Since the library is published on PyPI, you can also easily install it in your project and gain the freedom to import and use the lakeFS-specific operators to your Airflow scripts in the same way you import any other operator.

Prefect

Troubleshooting pipelines can be cumbersome, especially if you don’t know where the workflows failed and what data went through them. When managing these pipelines in dev, test, and production environments, it’s key to identify what failed.

Our integration with the Prefect workflow orchestration tool is what helps ensure that you will no longer operate your pipelines with a blindfold on. In this very detailed guide, Amit Kesarwani provides step-by-step instructions on how to use this integration with your pipeline management.

Dagster

Another orchestration tool we were excited to integrate with this year is Dagster. It offers several key components to help users build and run their data pipelines.

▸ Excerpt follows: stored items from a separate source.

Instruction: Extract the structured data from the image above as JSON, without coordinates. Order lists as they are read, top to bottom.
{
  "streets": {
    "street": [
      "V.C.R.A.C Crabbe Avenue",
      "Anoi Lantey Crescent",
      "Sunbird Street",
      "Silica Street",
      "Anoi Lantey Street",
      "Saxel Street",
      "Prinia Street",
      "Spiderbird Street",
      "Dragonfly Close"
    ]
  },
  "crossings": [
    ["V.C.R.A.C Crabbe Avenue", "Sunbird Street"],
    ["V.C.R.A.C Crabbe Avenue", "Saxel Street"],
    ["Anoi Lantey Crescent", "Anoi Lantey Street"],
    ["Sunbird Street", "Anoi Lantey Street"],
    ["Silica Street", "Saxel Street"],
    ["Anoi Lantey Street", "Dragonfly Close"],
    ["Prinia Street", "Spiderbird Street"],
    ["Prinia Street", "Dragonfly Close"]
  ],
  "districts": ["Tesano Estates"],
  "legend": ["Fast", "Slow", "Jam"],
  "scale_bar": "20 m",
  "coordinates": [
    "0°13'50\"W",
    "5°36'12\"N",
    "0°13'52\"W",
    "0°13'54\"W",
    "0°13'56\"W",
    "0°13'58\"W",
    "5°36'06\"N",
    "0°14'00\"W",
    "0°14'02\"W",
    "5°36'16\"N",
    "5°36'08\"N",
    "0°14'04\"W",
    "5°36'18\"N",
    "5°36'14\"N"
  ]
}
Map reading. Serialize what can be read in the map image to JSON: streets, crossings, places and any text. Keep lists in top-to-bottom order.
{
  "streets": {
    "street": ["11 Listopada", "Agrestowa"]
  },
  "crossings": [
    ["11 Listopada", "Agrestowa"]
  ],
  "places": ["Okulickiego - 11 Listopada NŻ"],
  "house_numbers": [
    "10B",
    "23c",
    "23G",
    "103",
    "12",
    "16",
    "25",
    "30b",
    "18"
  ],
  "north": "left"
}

When using lakeFS with Dagster, you’re able to create isolated environments of the data to run production pipelines, in a way that ensures only quality data will be exposed to production. You can get a full overview of the integration in this guide.

appliedAI lakeFS-spec

Rounding out our partnerships and integrations throughout 2023, let’s close the year with an open source library when using lakeFS with Python. This initiative by Jan Willem Kleinrouweler and Max Mynter of applied AI consists of a library implementing an fsspec backend for the lakeFS data lake, giving you the flexibility to add data version control to your ML projects.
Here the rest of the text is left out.